§ TASK TO COMPLETE:
A word-for-word copy of the listing, free of images, is the expected answer.

§ SUPPLIED MATERIAL:
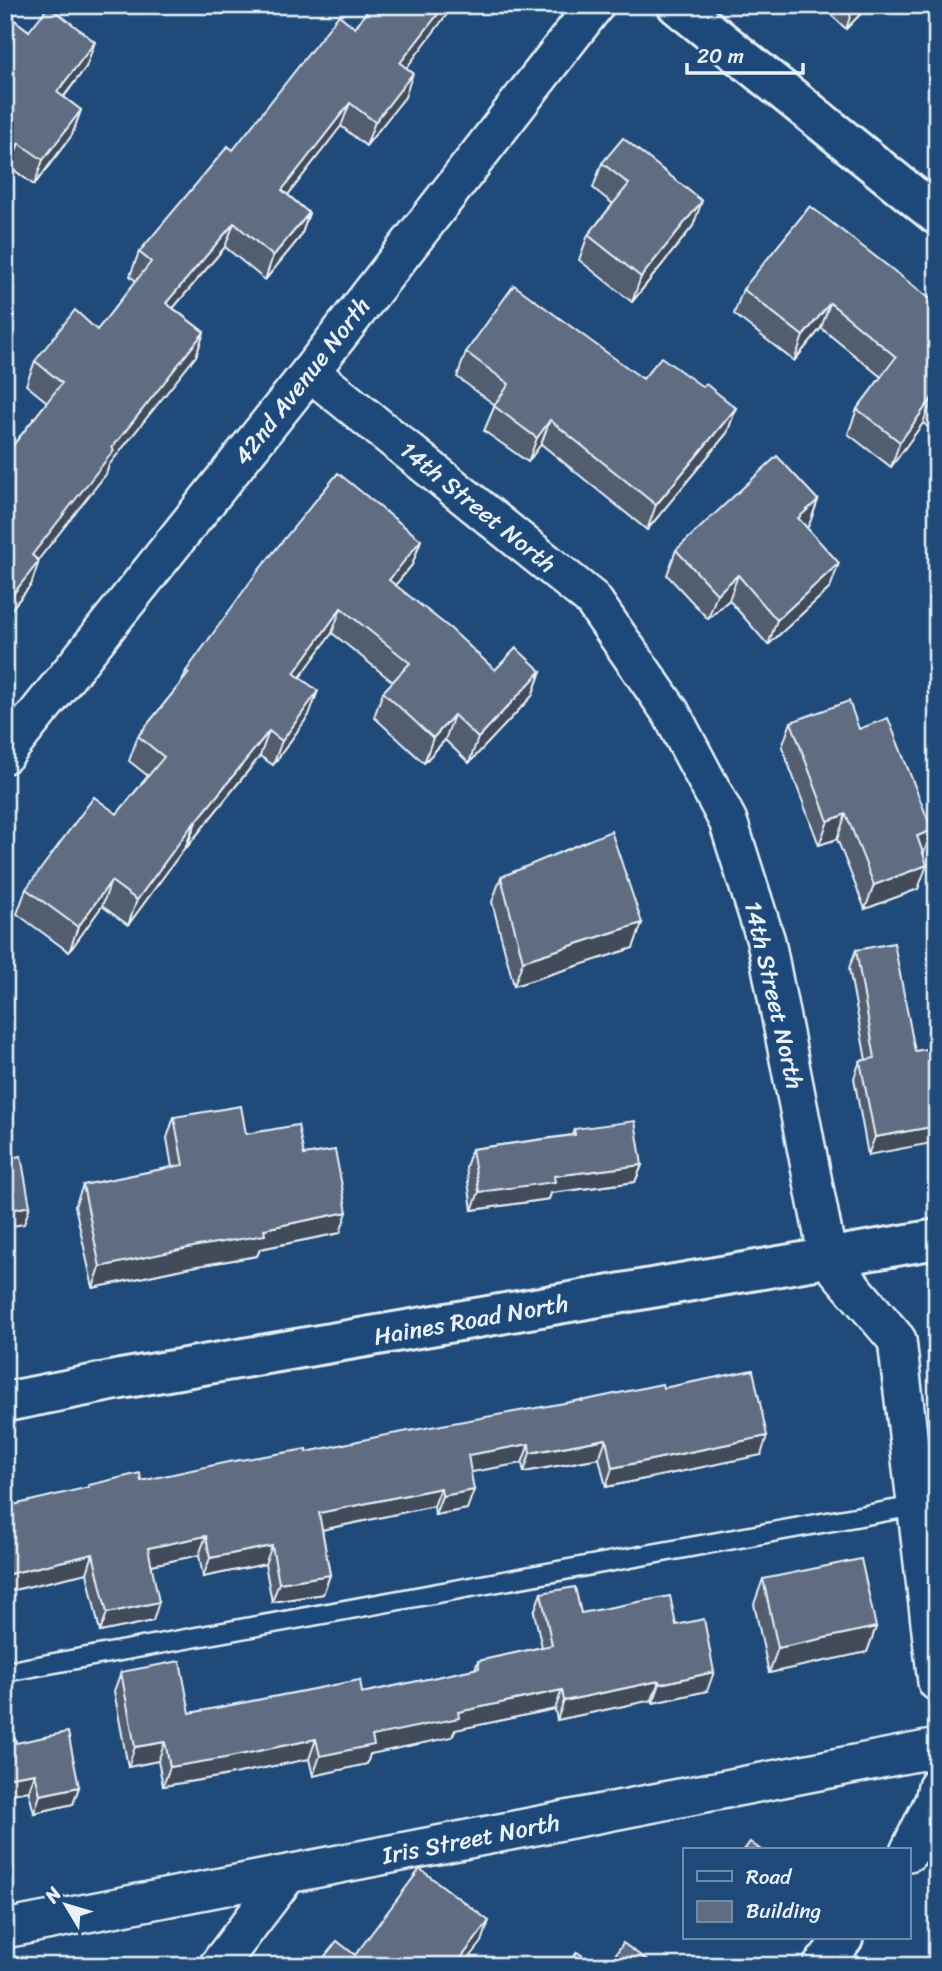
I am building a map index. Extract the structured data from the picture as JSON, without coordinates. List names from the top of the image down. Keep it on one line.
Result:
{"streets":{"street":["42nd Avenue North","14th Street North","Haines Road North","Iris Street North"]},"crossings":[["42nd Avenue North","14th Street North"],["14th Street North","Haines Road North"]],"legend":["Road","Building"],"scale_bar":"20 m","north":"top left"}
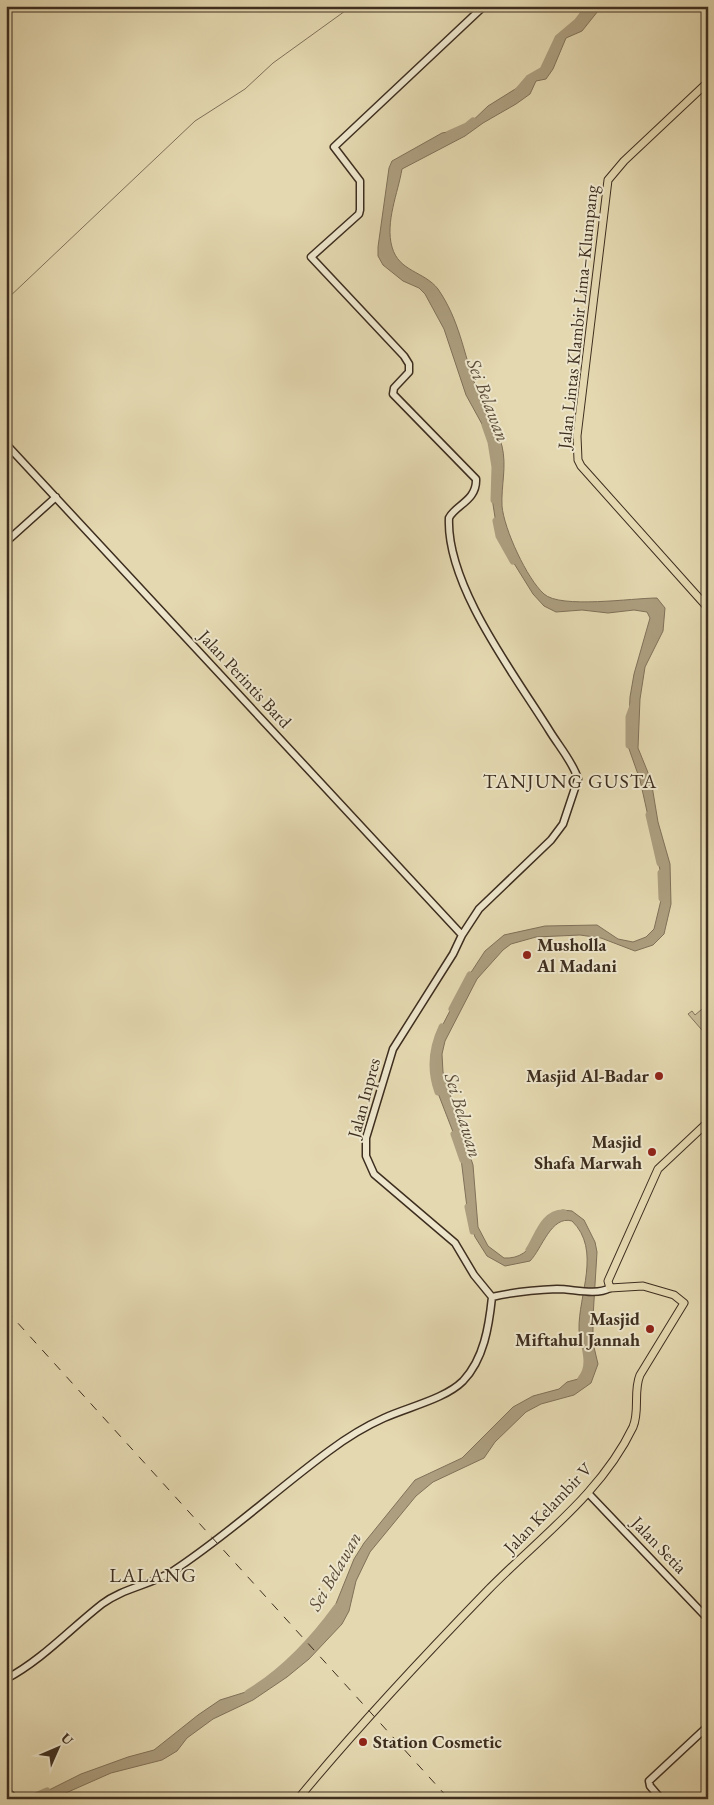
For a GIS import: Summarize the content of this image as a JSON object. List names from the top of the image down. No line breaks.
{"streets":{"main road":["Jalan Lintas Klambir Lima–Klumpang","Jalan Kelambir V"],"street":["Jalan Perintis Bard","Jalan Inpres","Jalan Setia"]},"crossings":[["Jalan Perintis Bard","Jalan Inpres"],["Jalan Kelambir V","Jalan Setia"]],"districts":["TANJUNG GUSTA","LALANG"],"water":["Sei Belawan"],"places":["Musholla Al Madani","Masjid Al-Badar","Masjid Shafa Marwah","Masjid Miftahul Jannah","Station Cosmetic"],"north":"top right"}
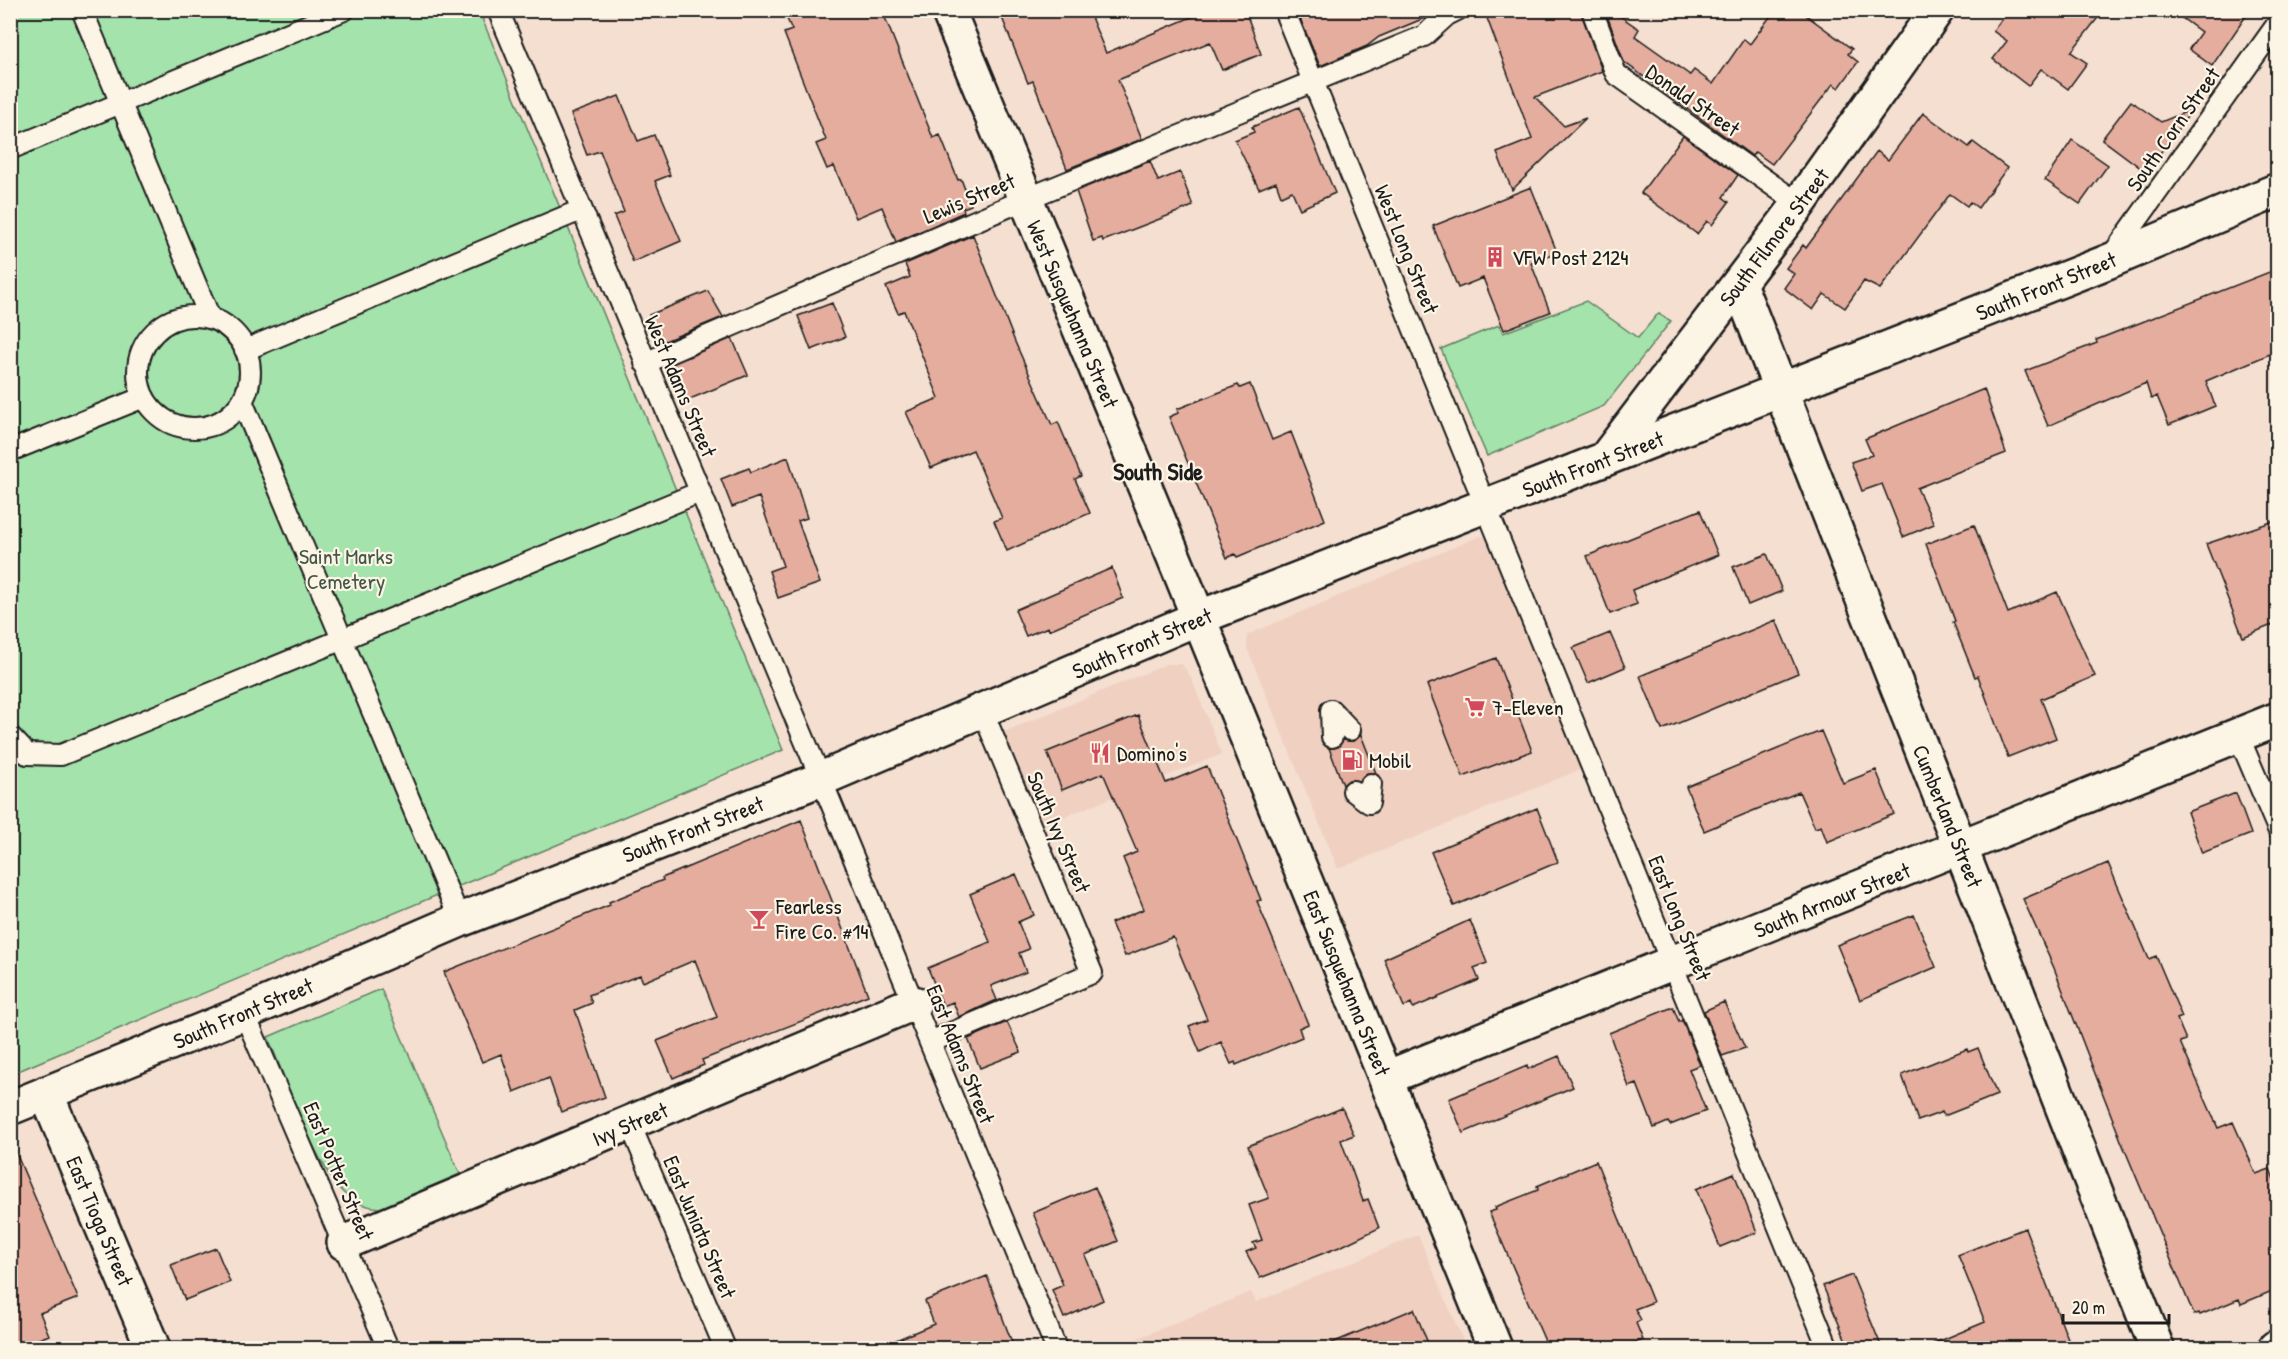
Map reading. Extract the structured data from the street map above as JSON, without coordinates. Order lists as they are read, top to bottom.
{
  "streets": {
    "street": [
      "South Filmore Street",
      "South Front Street",
      "West Susquehanna Street",
      "Cumberland Street",
      "South Armour Street",
      "East Susquehanna Street",
      "Ivy Street",
      "East Tioga Street"
    ],
    "lane": [
      "Donald Street",
      "South Corn Street",
      "Lewis Street",
      "West Long Street",
      "West Adams Street",
      "South Ivy Street",
      "East Long Street",
      "East Adams Street",
      "East Potter Street",
      "East Juniata Street"
    ]
  },
  "crossings": [
    ["Donald Street", "South Filmore Street"],
    ["South Corn Street", "South Front Street"],
    ["Lewis Street", "West Long Street"],
    ["Lewis Street", "West Susquehanna Street"],
    ["Lewis Street", "West Adams Street"],
    ["South Filmore Street", "South Front Street"],
    ["South Filmore Street", "Cumberland Street"],
    ["West Long Street", "South Front Street"],
    ["West Long Street", "East Long Street"],
    ["South Front Street", "West Susquehanna Street"],
    ["South Front Street", "West Adams Street"],
    ["South Front Street", "Cumberland Street"],
    ["South Front Street", "South Ivy Street"],
    ["South Front Street", "East Long Street"],
    ["South Front Street", "East Susquehanna Street"],
    ["South Front Street", "East Adams Street"],
    ["South Front Street", "East Potter Street"],
    ["South Front Street", "East Tioga Street"],
    ["West Susquehanna Street", "East Susquehanna Street"],
    ["West Adams Street", "East Adams Street"],
    ["Cumberland Street", "South Armour Street"],
    ["South Ivy Street", "East Adams Street"],
    ["South Armour Street", "East Long Street"],
    ["South Armour Street", "East Susquehanna Street"],
    ["East Adams Street", "Ivy Street"],
    ["Ivy Street", "East Potter Street"],
    ["Ivy Street", "East Juniata Street"]
  ],
  "districts": ["South Side"],
  "parks": ["Saint Marks Cemetery"],
  "places": {
    "building": ["VFW Post 2124"],
    "supermarket": ["7-Eleven"],
    "restaurant": ["Domino's"],
    "fuel station": ["Mobil"],
    "bar": ["Fearless Fire Co. #14"]
  },
  "scale_bar": "20 m"
}
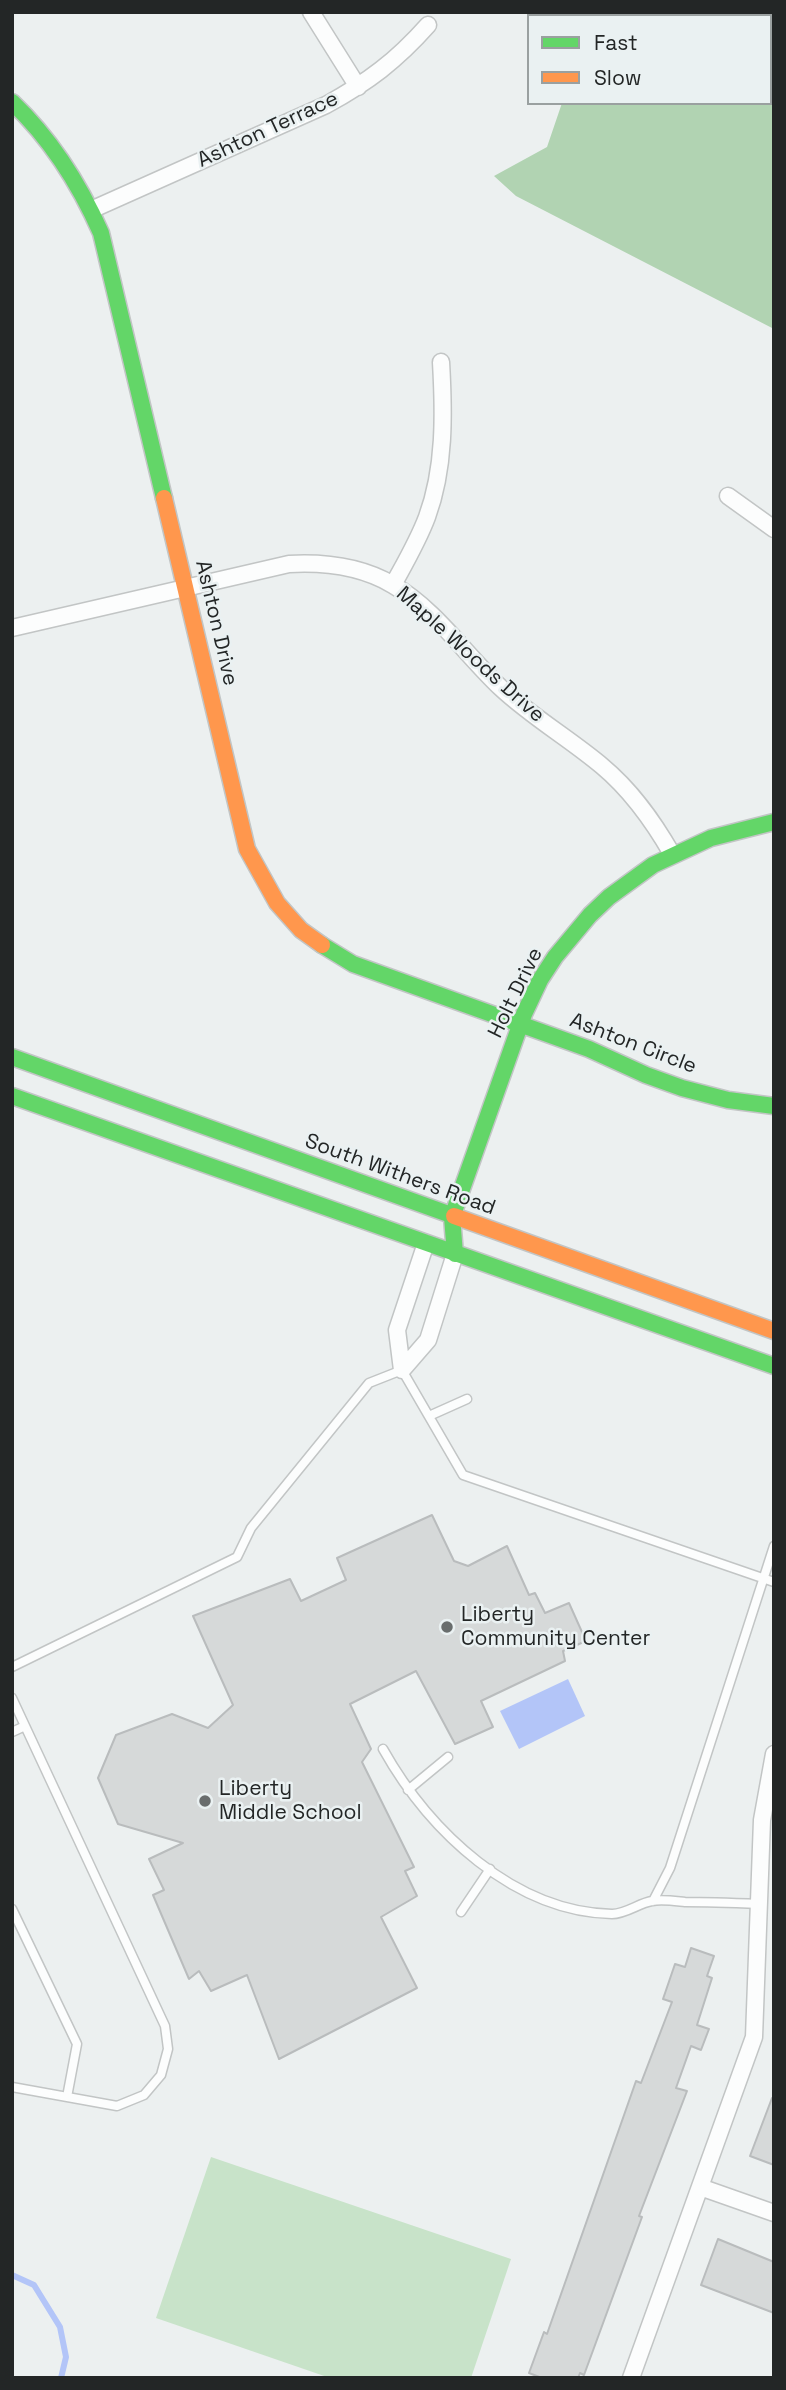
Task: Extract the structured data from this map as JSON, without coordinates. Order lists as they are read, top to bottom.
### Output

§ SOLUTION TO THE EXERCISE:
I am building a map index. Extract the structured data from the picture as JSON, without coordinates. List names from the top of the image down. Keep it on one line.
Result:
{"streets":{"street":["42nd Avenue North","14th Street North","Haines Road North","Iris Street North"]},"crossings":[["42nd Avenue North","14th Street North"],["14th Street North","Haines Road North"]],"legend":["Road","Building"],"scale_bar":"20 m","north":"top left"}
For a GIS import: Summarize the content of this image as a JSON object. List names from the top of the image down. No line breaks.
{"streets":{"main road":["Jalan Lintas Klambir Lima–Klumpang","Jalan Kelambir V"],"street":["Jalan Perintis Bard","Jalan Inpres","Jalan Setia"]},"crossings":[["Jalan Perintis Bard","Jalan Inpres"],["Jalan Kelambir V","Jalan Setia"]],"districts":["TANJUNG GUSTA","LALANG"],"water":["Sei Belawan"],"places":["Musholla Al Madani","Masjid Al-Badar","Masjid Shafa Marwah","Masjid Miftahul Jannah","Station Cosmetic"],"north":"top right"}
Map reading. Extract the structured data from the street map above as JSON, without coordinates. Order lists as they are read, top to bottom.
{
  "streets": {
    "street": [
      "South Filmore Street",
      "South Front Street",
      "West Susquehanna Street",
      "Cumberland Street",
      "South Armour Street",
      "East Susquehanna Street",
      "Ivy Street",
      "East Tioga Street"
    ],
    "lane": [
      "Donald Street",
      "South Corn Street",
      "Lewis Street",
      "West Long Street",
      "West Adams Street",
      "South Ivy Street",
      "East Long Street",
      "East Adams Street",
      "East Potter Street",
      "East Juniata Street"
    ]
  },
  "crossings": [
    ["Donald Street", "South Filmore Street"],
    ["South Corn Street", "South Front Street"],
    ["Lewis Street", "West Long Street"],
    ["Lewis Street", "West Susquehanna Street"],
    ["Lewis Street", "West Adams Street"],
    ["South Filmore Street", "South Front Street"],
    ["South Filmore Street", "Cumberland Street"],
    ["West Long Street", "South Front Street"],
    ["West Long Street", "East Long Street"],
    ["South Front Street", "West Susquehanna Street"],
    ["South Front Street", "West Adams Street"],
    ["South Front Street", "Cumberland Street"],
    ["South Front Street", "South Ivy Street"],
    ["South Front Street", "East Long Street"],
    ["South Front Street", "East Susquehanna Street"],
    ["South Front Street", "East Adams Street"],
    ["South Front Street", "East Potter Street"],
    ["South Front Street", "East Tioga Street"],
    ["West Susquehanna Street", "East Susquehanna Street"],
    ["West Adams Street", "East Adams Street"],
    ["Cumberland Street", "South Armour Street"],
    ["South Ivy Street", "East Adams Street"],
    ["South Armour Street", "East Long Street"],
    ["South Armour Street", "East Susquehanna Street"],
    ["East Adams Street", "Ivy Street"],
    ["Ivy Street", "East Potter Street"],
    ["Ivy Street", "East Juniata Street"]
  ],
  "districts": ["South Side"],
  "parks": ["Saint Marks Cemetery"],
  "places": {
    "building": ["VFW Post 2124"],
    "supermarket": ["7-Eleven"],
    "restaurant": ["Domino's"],
    "fuel station": ["Mobil"],
    "bar": ["Fearless Fire Co. #14"]
  },
  "scale_bar": "20 m"
}
Task: Extract the structured data from this map as JSON, without coordinates. Order lists as they are read, top to bottom.
### Output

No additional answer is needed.